How North Korea Gets Away With It

COMMENTARY Asia

How North Korea Gets Away With It

Oct 7, 2013 2 min read

Commentary By

Bruce Klingner

Senior Research Fellow, Northeast Asia

Jared Genser

The United Nations finally begins investigating Pyongyang's human-rights abuses.

Major Louis Renault was "shocked, shocked" to find gambling going on in "Casablanca," and so it is with United Nations investigators examining abuses of human rights in North Korea. An official U.N. Commission of Inquiry last month proclaimed "shocking" testimony of the Pyongyang regime's "widespread and serious violations" of its people's human rights. But which is more disturbing—the long-known details of Pyongyang's brutality, or that the U.N. only now got around to investigating it?

Over the past several months, the U.N. inquiry has done an excellent job raising awareness of North Korean human-rights abuses through public hearings in Seoul and Tokyo. But already for years, North Korean refugees have been risking their lives to document Pyongyang's atrocities against its citizens. These include arbitrary imprisonment, torture, slave labor, rape, summary execution, forced abortion and medical experimentation. Three generations of a family can be dispatched to North Korea's vast gulag system for such "crimes" as criticizing the political leadership.

The U.N. panel has heard of a North Korean mother forced to drown her own baby in a bucket. Of prisoners scavenging through excrement for morsels of food. Of children born into political prison camps and never knowing of the world beyond. Of inmates forced, according to chief investigator Michael Kirby, "to live on rodents, grasshoppers, lizards and on grass." Of an inmate watching the public execution of his mother and brother.

The world can't claim ignorance of such atrocities because there have been numerous books, reports and films already documenting them. One North Korean defector, Jung Sung San, even produced a musical play based on life in North Korea's Yodok concentration camp. Yet U.N. human rights chief Navanethem Pillay recently described North Korea as "one of the worst–but least understood and reported–human rights conditions in the world."

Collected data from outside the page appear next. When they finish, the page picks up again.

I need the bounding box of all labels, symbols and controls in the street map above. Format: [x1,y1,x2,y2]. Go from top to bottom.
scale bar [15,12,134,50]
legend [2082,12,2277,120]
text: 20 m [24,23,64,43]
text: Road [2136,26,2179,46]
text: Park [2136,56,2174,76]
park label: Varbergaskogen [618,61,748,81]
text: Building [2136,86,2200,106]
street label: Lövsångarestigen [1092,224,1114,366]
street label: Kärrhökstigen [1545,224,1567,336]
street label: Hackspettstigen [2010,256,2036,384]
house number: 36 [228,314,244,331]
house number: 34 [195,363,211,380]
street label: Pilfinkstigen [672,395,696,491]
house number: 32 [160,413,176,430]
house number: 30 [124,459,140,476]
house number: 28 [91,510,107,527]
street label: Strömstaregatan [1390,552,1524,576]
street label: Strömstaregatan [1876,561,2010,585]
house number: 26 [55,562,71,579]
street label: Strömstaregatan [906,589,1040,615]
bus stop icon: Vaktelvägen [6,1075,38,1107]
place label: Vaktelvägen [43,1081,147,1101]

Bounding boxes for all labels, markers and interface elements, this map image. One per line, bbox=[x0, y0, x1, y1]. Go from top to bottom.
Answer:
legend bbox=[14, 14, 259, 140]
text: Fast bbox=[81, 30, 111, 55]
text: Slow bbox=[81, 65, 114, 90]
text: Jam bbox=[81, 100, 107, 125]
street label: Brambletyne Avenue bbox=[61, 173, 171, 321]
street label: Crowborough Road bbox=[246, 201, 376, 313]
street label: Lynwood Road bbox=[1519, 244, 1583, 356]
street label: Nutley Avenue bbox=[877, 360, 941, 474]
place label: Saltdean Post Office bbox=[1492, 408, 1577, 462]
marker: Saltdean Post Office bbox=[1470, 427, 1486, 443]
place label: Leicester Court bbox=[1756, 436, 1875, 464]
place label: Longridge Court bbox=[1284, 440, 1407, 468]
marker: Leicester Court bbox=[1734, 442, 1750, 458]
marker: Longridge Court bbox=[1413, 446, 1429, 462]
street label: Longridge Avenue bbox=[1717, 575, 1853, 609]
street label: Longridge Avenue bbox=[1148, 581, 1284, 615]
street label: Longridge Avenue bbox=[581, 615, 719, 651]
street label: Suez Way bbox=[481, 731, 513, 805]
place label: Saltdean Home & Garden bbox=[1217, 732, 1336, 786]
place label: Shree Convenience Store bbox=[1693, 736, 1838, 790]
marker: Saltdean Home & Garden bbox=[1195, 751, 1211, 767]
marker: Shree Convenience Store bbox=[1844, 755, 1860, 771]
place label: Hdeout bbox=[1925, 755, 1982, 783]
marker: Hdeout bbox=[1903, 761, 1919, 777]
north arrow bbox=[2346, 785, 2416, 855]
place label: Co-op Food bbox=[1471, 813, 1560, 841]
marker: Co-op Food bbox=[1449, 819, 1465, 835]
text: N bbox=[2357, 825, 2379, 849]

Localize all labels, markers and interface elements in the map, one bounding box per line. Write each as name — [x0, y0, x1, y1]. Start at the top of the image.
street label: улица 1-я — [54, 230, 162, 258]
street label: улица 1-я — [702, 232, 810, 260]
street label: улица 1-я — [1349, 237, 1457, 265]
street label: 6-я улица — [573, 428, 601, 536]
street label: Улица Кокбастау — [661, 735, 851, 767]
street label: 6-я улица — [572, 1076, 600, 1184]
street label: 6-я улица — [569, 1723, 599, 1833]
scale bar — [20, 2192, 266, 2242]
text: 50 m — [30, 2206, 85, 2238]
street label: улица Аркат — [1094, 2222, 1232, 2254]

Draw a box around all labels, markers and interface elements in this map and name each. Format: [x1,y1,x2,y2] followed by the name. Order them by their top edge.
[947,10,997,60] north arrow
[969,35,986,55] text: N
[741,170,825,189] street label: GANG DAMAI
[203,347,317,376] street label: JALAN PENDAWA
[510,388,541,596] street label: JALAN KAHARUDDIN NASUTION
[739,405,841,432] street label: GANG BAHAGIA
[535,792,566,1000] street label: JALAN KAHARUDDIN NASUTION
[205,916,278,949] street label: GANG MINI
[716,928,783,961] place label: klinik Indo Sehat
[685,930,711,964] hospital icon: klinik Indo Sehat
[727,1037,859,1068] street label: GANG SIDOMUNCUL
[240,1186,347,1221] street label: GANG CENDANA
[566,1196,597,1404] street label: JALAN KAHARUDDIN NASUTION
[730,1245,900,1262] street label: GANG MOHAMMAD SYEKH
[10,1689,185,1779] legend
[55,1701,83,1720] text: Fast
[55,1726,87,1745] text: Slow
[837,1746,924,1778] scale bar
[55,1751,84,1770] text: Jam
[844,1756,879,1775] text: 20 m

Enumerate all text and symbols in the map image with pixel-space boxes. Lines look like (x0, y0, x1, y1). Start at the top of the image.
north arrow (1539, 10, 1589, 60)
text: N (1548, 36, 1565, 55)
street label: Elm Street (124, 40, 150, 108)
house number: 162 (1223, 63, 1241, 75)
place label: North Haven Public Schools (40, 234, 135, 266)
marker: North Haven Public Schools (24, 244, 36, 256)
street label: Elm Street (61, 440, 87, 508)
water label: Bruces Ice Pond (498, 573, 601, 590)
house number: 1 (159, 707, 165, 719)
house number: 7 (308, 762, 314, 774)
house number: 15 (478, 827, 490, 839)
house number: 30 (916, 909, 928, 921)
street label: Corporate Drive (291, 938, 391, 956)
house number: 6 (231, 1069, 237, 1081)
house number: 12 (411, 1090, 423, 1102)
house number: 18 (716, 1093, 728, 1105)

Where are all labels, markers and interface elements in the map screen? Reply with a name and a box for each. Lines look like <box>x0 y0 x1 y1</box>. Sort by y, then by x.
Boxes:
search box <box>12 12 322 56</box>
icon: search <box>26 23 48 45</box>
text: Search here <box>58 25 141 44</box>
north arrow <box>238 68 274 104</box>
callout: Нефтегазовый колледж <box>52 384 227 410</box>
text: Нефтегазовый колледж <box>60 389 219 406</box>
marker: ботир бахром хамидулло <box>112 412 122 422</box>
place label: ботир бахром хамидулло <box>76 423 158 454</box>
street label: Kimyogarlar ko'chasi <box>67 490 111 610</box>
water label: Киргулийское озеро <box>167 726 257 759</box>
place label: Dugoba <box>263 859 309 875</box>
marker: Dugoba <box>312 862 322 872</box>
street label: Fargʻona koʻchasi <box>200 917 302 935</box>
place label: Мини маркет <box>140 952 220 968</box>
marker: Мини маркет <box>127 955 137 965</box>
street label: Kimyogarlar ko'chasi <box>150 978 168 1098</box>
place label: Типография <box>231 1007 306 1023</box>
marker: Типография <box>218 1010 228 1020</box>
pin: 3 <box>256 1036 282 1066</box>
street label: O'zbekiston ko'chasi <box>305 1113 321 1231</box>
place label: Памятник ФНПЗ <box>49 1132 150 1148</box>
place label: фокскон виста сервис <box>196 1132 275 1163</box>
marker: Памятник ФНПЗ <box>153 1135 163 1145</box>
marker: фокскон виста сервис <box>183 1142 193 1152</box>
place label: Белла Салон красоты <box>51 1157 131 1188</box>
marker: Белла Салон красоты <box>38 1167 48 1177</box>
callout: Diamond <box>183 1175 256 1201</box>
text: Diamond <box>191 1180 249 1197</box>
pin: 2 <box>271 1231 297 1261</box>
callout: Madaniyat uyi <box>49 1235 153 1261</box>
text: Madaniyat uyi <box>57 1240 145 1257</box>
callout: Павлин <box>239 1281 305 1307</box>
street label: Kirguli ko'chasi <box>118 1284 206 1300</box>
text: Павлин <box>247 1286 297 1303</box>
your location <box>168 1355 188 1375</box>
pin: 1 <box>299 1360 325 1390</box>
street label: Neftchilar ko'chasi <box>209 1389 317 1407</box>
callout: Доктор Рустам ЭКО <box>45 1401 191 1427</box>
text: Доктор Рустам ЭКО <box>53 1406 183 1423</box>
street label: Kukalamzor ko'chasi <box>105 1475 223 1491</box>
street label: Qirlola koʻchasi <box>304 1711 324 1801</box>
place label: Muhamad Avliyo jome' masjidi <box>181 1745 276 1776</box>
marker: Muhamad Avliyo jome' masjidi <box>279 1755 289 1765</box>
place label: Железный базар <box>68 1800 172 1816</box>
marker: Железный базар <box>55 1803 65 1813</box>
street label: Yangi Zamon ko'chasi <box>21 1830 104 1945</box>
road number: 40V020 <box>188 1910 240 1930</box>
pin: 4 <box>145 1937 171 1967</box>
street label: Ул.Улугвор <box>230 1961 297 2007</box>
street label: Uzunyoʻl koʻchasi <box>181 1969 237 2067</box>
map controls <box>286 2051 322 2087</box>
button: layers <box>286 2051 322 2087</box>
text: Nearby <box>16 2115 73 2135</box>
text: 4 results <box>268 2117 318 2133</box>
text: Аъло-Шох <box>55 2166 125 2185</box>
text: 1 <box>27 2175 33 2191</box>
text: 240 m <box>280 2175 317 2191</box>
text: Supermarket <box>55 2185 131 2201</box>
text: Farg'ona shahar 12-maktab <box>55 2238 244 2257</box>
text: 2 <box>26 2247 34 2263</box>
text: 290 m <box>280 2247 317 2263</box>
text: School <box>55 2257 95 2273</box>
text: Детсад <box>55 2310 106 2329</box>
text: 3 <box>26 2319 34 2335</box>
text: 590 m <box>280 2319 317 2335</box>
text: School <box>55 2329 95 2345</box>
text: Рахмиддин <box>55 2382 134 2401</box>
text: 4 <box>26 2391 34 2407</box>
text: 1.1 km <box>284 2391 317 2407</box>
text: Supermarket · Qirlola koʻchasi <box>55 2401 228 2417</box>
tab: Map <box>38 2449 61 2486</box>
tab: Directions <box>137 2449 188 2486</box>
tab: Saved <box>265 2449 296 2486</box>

Where is the outrage of Hollywood actors who so frequently and earnestly protest wrongdoing? Celebrities constantly protest against far less oppressive ills but almost never against the massive abuses of North Korea.

Pyongyang is aided by China, which has prevented the U.N. from examining human-rights conditions in the Chinese provinces near the North Korean border. In violation of its international obligations, Beijing regularly sends refugees back to North Korea to face severe punishment or death. The Chinese government criticized the latest U.N. findings in characteristic fashion. "Politicized accusations and pressures are not helpful to improving human rights in any country," said diplomat Chen Chuandong. "On the contrary, they will only provoke confrontation and undermine the foundation and atmosphere for international human rights cooperation."

North Korea's human-rights record is overshadowed by its nuclear and missile programs, defiance of U.N. resolutions, vitriolic threats and periodic military attacks on South Korea. These are serious security threats to Asia and the United States.

But it's past time for the world to remain silent about Pyongyang's treatment of its own citizens. There should be widespread international outrage against the horrors systemically perpetuated on the North Korean people by their leaders. North Korea's killing fields must disappear.

The U.N. created its Commission of Inquiry because it realized how ineffectual it is simply to express "very serious concern" about human rights in North Korea. In February, U.N. Special Rapporteur Marzuki Darusman identified nine categories in which North Korea might be committing crimes against humanity.

For the sake of the North Korean people, the world can no longer simply allow the pianist to play "As Time Goes By." Time is running out.

Mr. Klingner, formerly the CIA's deputy division chief for Korea analysis, is a senior research fellow for Northeast Asia at the Heritage Foundation. Mr. Genser, former counsel to the Coalition to Stop Crimes Against Humanity in North Korea, is an international human-rights lawyer.